▶ About this exercise
From the listing that follows, extract every line and set it down unaltered.

============

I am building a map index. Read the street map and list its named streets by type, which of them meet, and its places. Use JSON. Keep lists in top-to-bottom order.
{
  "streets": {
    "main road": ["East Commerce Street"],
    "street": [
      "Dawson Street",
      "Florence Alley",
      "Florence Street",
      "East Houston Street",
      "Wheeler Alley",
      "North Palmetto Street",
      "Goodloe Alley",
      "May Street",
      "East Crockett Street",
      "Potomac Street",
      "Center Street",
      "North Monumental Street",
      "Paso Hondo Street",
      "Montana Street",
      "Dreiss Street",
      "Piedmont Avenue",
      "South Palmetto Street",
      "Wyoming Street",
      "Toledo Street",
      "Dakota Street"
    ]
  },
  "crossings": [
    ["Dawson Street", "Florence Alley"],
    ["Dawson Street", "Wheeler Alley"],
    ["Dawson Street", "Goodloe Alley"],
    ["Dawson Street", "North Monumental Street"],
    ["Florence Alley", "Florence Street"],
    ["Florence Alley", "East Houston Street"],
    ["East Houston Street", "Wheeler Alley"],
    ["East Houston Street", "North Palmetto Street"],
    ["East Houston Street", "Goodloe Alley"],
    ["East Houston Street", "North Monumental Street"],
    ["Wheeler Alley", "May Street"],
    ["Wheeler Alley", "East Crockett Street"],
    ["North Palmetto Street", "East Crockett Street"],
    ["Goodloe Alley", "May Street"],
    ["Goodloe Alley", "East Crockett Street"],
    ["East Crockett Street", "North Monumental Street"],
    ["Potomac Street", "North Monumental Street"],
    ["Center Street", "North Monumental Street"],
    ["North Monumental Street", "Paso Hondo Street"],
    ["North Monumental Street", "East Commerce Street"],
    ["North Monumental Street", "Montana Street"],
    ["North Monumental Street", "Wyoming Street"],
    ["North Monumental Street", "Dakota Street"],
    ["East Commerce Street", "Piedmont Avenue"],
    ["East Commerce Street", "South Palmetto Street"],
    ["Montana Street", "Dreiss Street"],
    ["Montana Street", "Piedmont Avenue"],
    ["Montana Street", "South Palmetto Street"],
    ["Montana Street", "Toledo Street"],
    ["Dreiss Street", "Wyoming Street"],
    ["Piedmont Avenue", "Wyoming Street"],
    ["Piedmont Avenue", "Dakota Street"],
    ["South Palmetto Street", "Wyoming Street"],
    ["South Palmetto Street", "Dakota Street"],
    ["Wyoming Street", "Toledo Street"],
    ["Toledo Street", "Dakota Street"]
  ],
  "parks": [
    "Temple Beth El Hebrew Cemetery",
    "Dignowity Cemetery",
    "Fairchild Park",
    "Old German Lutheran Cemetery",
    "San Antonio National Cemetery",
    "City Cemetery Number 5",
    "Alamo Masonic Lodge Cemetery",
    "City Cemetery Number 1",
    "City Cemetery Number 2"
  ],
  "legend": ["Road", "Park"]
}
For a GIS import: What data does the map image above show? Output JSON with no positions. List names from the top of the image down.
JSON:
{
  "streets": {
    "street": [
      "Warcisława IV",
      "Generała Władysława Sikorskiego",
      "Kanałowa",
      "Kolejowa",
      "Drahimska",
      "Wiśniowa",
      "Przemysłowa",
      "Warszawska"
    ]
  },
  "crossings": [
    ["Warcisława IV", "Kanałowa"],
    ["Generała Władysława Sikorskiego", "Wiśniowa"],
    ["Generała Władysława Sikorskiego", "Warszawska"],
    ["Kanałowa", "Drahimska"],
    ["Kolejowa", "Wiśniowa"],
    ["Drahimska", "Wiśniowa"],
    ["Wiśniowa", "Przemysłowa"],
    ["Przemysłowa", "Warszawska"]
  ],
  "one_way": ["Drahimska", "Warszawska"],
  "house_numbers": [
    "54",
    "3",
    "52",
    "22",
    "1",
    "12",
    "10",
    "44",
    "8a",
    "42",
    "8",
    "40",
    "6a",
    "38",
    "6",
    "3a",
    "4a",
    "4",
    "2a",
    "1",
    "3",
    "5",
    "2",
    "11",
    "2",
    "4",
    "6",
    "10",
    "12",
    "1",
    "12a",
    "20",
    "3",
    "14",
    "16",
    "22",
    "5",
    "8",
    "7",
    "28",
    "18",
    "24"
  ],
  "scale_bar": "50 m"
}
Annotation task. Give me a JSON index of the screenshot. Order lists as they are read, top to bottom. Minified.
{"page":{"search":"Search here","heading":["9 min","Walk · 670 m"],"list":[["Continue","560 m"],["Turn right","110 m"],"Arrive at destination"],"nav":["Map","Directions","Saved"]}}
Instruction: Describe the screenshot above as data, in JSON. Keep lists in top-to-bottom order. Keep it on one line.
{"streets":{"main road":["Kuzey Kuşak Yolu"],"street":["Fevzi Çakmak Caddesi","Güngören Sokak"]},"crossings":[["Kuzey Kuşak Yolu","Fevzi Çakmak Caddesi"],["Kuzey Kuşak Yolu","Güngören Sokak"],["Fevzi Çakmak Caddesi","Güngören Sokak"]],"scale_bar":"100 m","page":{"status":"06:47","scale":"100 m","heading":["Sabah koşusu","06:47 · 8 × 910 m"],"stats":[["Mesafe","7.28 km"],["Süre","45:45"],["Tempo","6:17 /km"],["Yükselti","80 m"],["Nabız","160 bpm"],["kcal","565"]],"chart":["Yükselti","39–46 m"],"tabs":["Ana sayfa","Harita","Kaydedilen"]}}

============

▶ The completed task
I am building a map index. Read the street map and list its named streets by type, which of them meet, and its places. Use JSON. Keep lists in top-to-bottom order.
{
  "streets": {
    "main road": ["East Commerce Street"],
    "street": [
      "Dawson Street",
      "Florence Alley",
      "Florence Street",
      "East Houston Street",
      "Wheeler Alley",
      "North Palmetto Street",
      "Goodloe Alley",
      "May Street",
      "East Crockett Street",
      "Potomac Street",
      "Center Street",
      "North Monumental Street",
      "Paso Hondo Street",
      "Montana Street",
      "Dreiss Street",
      "Piedmont Avenue",
      "South Palmetto Street",
      "Wyoming Street",
      "Toledo Street",
      "Dakota Street"
    ]
  },
  "crossings": [
    ["Dawson Street", "Florence Alley"],
    ["Dawson Street", "Wheeler Alley"],
    ["Dawson Street", "Goodloe Alley"],
    ["Dawson Street", "North Monumental Street"],
    ["Florence Alley", "Florence Street"],
    ["Florence Alley", "East Houston Street"],
    ["East Houston Street", "Wheeler Alley"],
    ["East Houston Street", "North Palmetto Street"],
    ["East Houston Street", "Goodloe Alley"],
    ["East Houston Street", "North Monumental Street"],
    ["Wheeler Alley", "May Street"],
    ["Wheeler Alley", "East Crockett Street"],
    ["North Palmetto Street", "East Crockett Street"],
    ["Goodloe Alley", "May Street"],
    ["Goodloe Alley", "East Crockett Street"],
    ["East Crockett Street", "North Monumental Street"],
    ["Potomac Street", "North Monumental Street"],
    ["Center Street", "North Monumental Street"],
    ["North Monumental Street", "Paso Hondo Street"],
    ["North Monumental Street", "East Commerce Street"],
    ["North Monumental Street", "Montana Street"],
    ["North Monumental Street", "Wyoming Street"],
    ["North Monumental Street", "Dakota Street"],
    ["East Commerce Street", "Piedmont Avenue"],
    ["East Commerce Street", "South Palmetto Street"],
    ["Montana Street", "Dreiss Street"],
    ["Montana Street", "Piedmont Avenue"],
    ["Montana Street", "South Palmetto Street"],
    ["Montana Street", "Toledo Street"],
    ["Dreiss Street", "Wyoming Street"],
    ["Piedmont Avenue", "Wyoming Street"],
    ["Piedmont Avenue", "Dakota Street"],
    ["South Palmetto Street", "Wyoming Street"],
    ["South Palmetto Street", "Dakota Street"],
    ["Wyoming Street", "Toledo Street"],
    ["Toledo Street", "Dakota Street"]
  ],
  "parks": [
    "Temple Beth El Hebrew Cemetery",
    "Dignowity Cemetery",
    "Fairchild Park",
    "Old German Lutheran Cemetery",
    "San Antonio National Cemetery",
    "City Cemetery Number 5",
    "Alamo Masonic Lodge Cemetery",
    "City Cemetery Number 1",
    "City Cemetery Number 2"
  ],
  "legend": ["Road", "Park"]
}
For a GIS import: What data does the map image above show? Output JSON with no positions. List names from the top of the image down.
JSON:
{
  "streets": {
    "street": [
      "Warcisława IV",
      "Generała Władysława Sikorskiego",
      "Kanałowa",
      "Kolejowa",
      "Drahimska",
      "Wiśniowa",
      "Przemysłowa",
      "Warszawska"
    ]
  },
  "crossings": [
    ["Warcisława IV", "Kanałowa"],
    ["Generała Władysława Sikorskiego", "Wiśniowa"],
    ["Generała Władysława Sikorskiego", "Warszawska"],
    ["Kanałowa", "Drahimska"],
    ["Kolejowa", "Wiśniowa"],
    ["Drahimska", "Wiśniowa"],
    ["Wiśniowa", "Przemysłowa"],
    ["Przemysłowa", "Warszawska"]
  ],
  "one_way": ["Drahimska", "Warszawska"],
  "house_numbers": [
    "54",
    "3",
    "52",
    "22",
    "1",
    "12",
    "10",
    "44",
    "8a",
    "42",
    "8",
    "40",
    "6a",
    "38",
    "6",
    "3a",
    "4a",
    "4",
    "2a",
    "1",
    "3",
    "5",
    "2",
    "11",
    "2",
    "4",
    "6",
    "10",
    "12",
    "1",
    "12a",
    "20",
    "3",
    "14",
    "16",
    "22",
    "5",
    "8",
    "7",
    "28",
    "18",
    "24"
  ],
  "scale_bar": "50 m"
}
Annotation task. Give me a JSON index of the screenshot. Order lists as they are read, top to bottom. Minified.
{"page":{"search":"Search here","heading":["9 min","Walk · 670 m"],"list":[["Continue","560 m"],["Turn right","110 m"],"Arrive at destination"],"nav":["Map","Directions","Saved"]}}
Instruction: Describe the screenshot above as data, in JSON. Keep lists in top-to-bottom order. Keep it on one line.
{"streets":{"main road":["Kuzey Kuşak Yolu"],"street":["Fevzi Çakmak Caddesi","Güngören Sokak"]},"crossings":[["Kuzey Kuşak Yolu","Fevzi Çakmak Caddesi"],["Kuzey Kuşak Yolu","Güngören Sokak"],["Fevzi Çakmak Caddesi","Güngören Sokak"]],"scale_bar":"100 m","page":{"status":"06:47","scale":"100 m","heading":["Sabah koşusu","06:47 · 8 × 910 m"],"stats":[["Mesafe","7.28 km"],["Süre","45:45"],["Tempo","6:17 /km"],["Yükselti","80 m"],["Nabız","160 bpm"],["kcal","565"]],"chart":["Yükselti","39–46 m"],"tabs":["Ana sayfa","Harita","Kaydedilen"]}}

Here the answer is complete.